Michael Landon made an appearance on The Tonight Show Starring Johnny Carson on March 10, 1989, and explained the series' cancellation. One further Highway to Heaven episode was broadcast on March 21, but again the series was not scheduled regularly. Finally, the nine remaining season 5 episodes were burned off and aired in a Friday time slot in the summer of 1989 beginning June 2. The series finale (which was a Christmas-themed episode) aired on August 4.

Even if the series had performed well enough to warrant renewal, Victor French would have been unable to continue with it, since he had been diagnosed with lung cancer in March 1989, shortly after completing filming for the fifth season.
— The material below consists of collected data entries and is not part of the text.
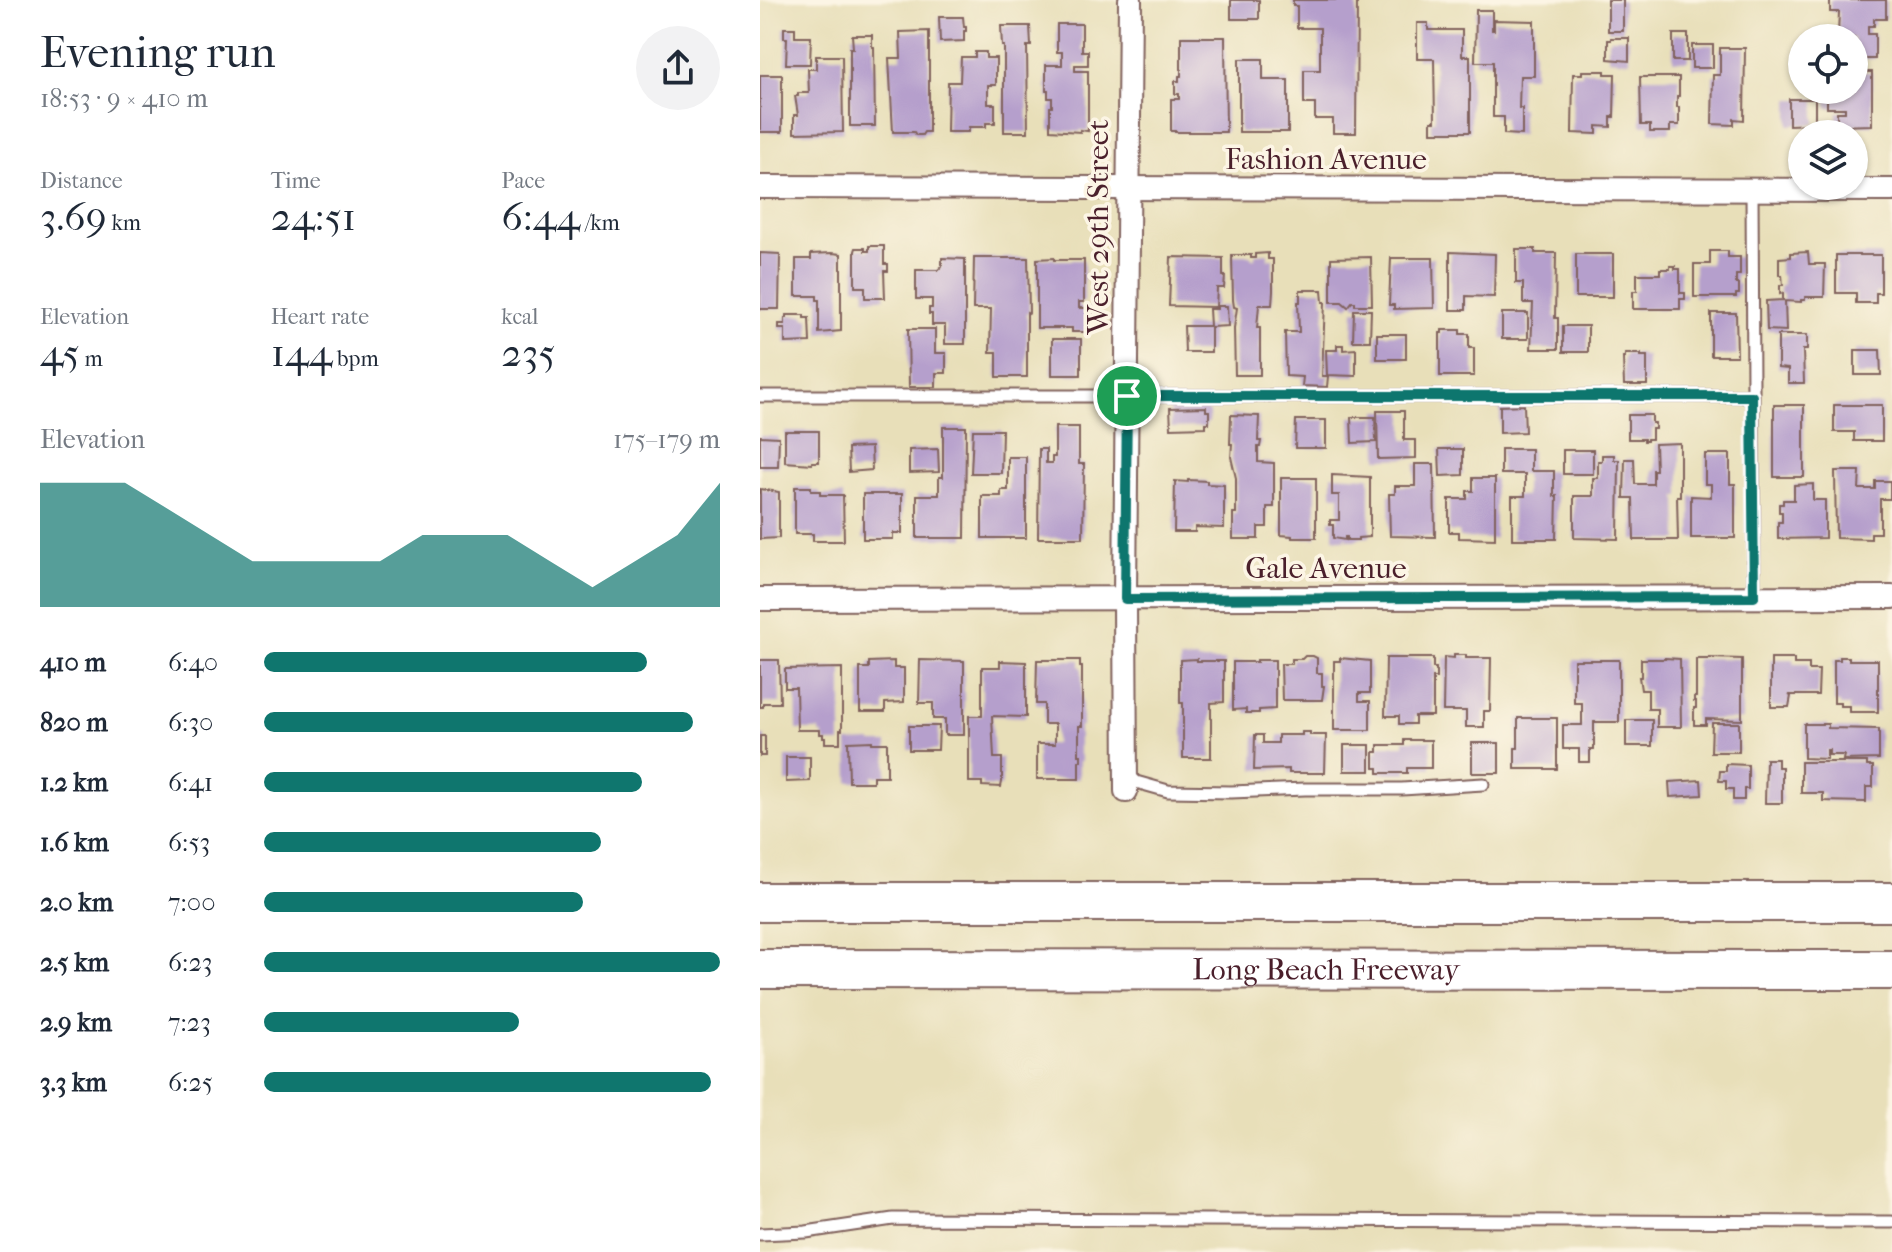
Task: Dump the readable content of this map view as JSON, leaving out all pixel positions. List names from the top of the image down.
{
  "streets": {
    "highway": ["Long Beach Freeway"],
    "street": ["Fashion Avenue", "West 29th Street", "Gale Avenue"]
  },
  "crossings": [
    ["Fashion Avenue", "West 29th Street"],
    ["West 29th Street", "Gale Avenue"]
  ],
  "page": {
    "heading": ["Evening run", "18:53 · 9 × 410 m"],
    "stats": [
      ["Distance", "3.69 km"],
      ["Time", "24:51"],
      ["Pace", "6:44 /km"],
      ["Elevation", "45 m"],
      ["Heart rate", "144 bpm"],
      ["kcal", "235"]
    ],
    "chart": ["Elevation", "175–179 m"],
    "list": [
      {
        "name": "410 m",
        "note": "6:40"
      },
      {
        "name": "820 m",
        "note": "6:30"
      },
      {
        "name": "1.2 km",
        "note": "6:41"
      },
      {
        "name": "1.6 km",
        "note": "6:53"
      },
      {
        "name": "2.0 km",
        "note": "7:00"
      },
      {
        "name": "2.5 km",
        "note": "6:23"
      },
      {
        "name": "2.9 km",
        "note": "7:23"
      },
      {
        "name": "3.3 km",
        "note": "6:25"
      }
    ]
  }
}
He died that June.

==Michael Landon's 30-year run on NBC network==

The cancellation of Highway to Heaven also marked the end of Landon's 30-year relationship with NBC, in which he co-starred on Bonanza and Little House on the Prairie; on the latter, like with Highway to Heaven, he also served as an executive producer and director for the majority of episodes. Landon's last public appearance was on NBC, as a guest on The Tonight Show Starring Johnny Carson, less than two months before he died in July 1991. During his 30-year run on NBC primetime programming, he was a frequent host of special events and co-hosted nearly a decade of Rose Bowl Parade coverage broadcast worldwide, along with KNBC anchor Kelly Lange.

== Broadcast history and nielsen ratings ==

For its first three seasons, Highway to Heaven consistently ranked among the Top 25 shows on network TV. Part of NBC's success for 1984–1985 was a result of the show's popularity.

| Season | Time slot (ET) | Rank | Rating |
| 1984–85 | Wednesday at 8:00–9:00 pm | 19 | 17.7 |
| 1985–86 | 13 | 20.1 |
| 1986–87 | 24 | 17.2 |
| 1987–88 | 38 | 14.6 |
| 1988–89 | Wednesday at 8:00–9:00 pm (Episode 1) Wednesday at 8:00–10:00 pm (Episodes 2, 3) Tuesday at 8:00–9:00 pm (Episode 4) Friday at 8:00–9:00 pm (Episode 5–13) |  |  |

| Season | Episodes |  | Originally released |  |
| First released | Last released |
| 1 | 25 |  | September 19, 1984 | May 8, 1985 |
| 2 | 24 |  | September 18, 1985 | May 7, 1986 |
| 3 | 25 |  | September 24, 1986 | May 6, 1987 |
| 4 | 24 |  | September 16, 1987 | April 27, 1988 |
| 5 | 13 |  | October 12, 1988 | August 4, 1989 |

== Syndication ==
Beginning in September 1989, the series was syndicated by Genesis Entertainment. Since then, it has also been rerun on cable networks UP and INSP, digital subchannel networks Cozi TV, Retro TV & Light TV, and the LeSEA Broadcasting Networks of WHT (World Harvest Television) and FETV (Family Entertainment Television). It has also aired on BYUtv.

All five seasons were released for streaming on Netflix in June 2017, and Hallmark Movies Now, Dove Channel, Christian-based VOD service Pure Flix, and the FilmOn channel on Roku. In 2020 the series was added to the Living Scriptures streaming service. The series, as of 2025, remains available on the Freeview (UK) platform broadcasting on, Great! TV channel and its free to air sister channels.

==Home media==
In Region 1, A&E Home Video (under license from the estate and production company of Michael Landon) released the first three seasons on DVD in 2005–06. The episodes contained in these releases were the edited, syndicated versions and not the original broadcast versions. Due to poor sales, the final two seasons were never released.

In 2013, Mill Creek Entertainment acquired the rights to the series. They subsequently re-released the first four seasons on DVD in June, with Season 1 containing original uncut episodes and Season 3 containing mostly uncut episodes. Season 4 was released on June 3, 2014. The fifth and final season was released on September 16, 2014. All seasons would be released as a box set in November 2014.

In Region 2, Paramount Home Entertainment and CBS DVD have released all five seasons on DVD in France under the title Les Routes Du Paradis (The Roads of Paradise),

Seasons 1 to 4 have been released in Germany under the title Ein Engel auf Erden, while in the Netherlands, the first two seasons have been released on DVD.

Revelation Films acquired the rights to the series in the UK and has released all five seasons on DVD, in addition to Highway to Heaven – The Complete Collection (released in November 2013), a 30-disc set featuring all 111 episodes of the series, as well as bonus features.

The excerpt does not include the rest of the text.